(Stored data)
=== Section Start ===

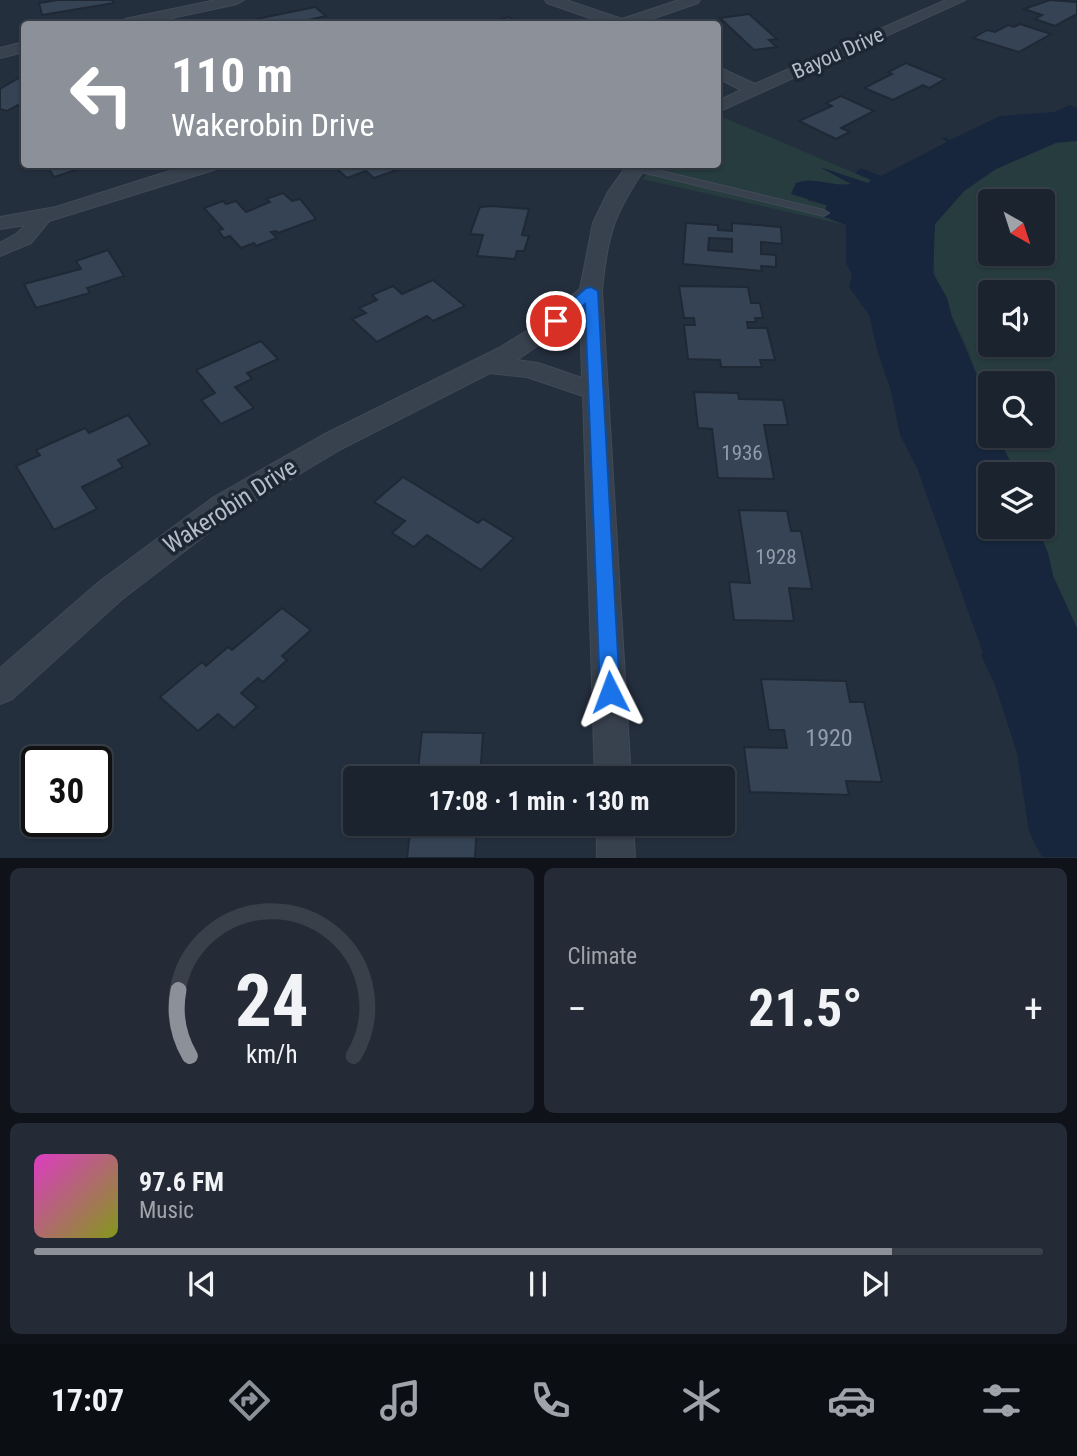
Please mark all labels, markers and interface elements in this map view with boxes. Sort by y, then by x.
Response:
street label: Bayou Drive [789,22,887,84]
text: 110 m [171,47,293,104]
icon: left [56,49,147,140]
text: Wakerobin Drive [171,106,375,144]
north arrow [978,189,1055,266]
map controls [978,189,1055,539]
button: sound [978,280,1055,357]
pin [526,291,586,351]
icon: arrive [537,302,575,340]
button: search [978,371,1055,448]
house number: 1936 [721,441,763,465]
street label: Wakerobin Drive [158,453,302,559]
button: layers [978,462,1055,539]
house number: 1928 [755,545,797,569]
position arrow [573,655,647,729]
house number: 1920 [805,724,853,752]
speed limit sign: 30 [21,746,112,837]
text: 17:08 · 1 min · 130 m [429,786,649,816]
text: Climate [568,943,637,970]
text: 24 [235,959,309,1045]
text: 21.5° [748,978,862,1039]
text: − [568,987,587,1031]
text: + [1024,987,1043,1031]
text: km/h [246,1040,297,1069]
text: 97.6 FM [139,1167,224,1197]
text: Music [139,1197,194,1224]
icon: previous [183,1265,221,1303]
icon: pause [519,1265,557,1303]
icon: next [856,1265,894,1303]
icon: directions [225,1376,274,1425]
icon: music [376,1376,425,1425]
icon: phone [526,1376,575,1425]
icon: climate [677,1376,726,1425]
icon: car [827,1376,876,1425]
icon: filters [977,1376,1026,1425]
text: 17:07 [51,1381,124,1419]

=== Section End ===

■ What the task requires ■
Reproduce each line above that contains "street".

■ Exercise result ■
street label: Bayou Drive [789,22,887,84]
street label: Wakerobin Drive [158,453,302,559]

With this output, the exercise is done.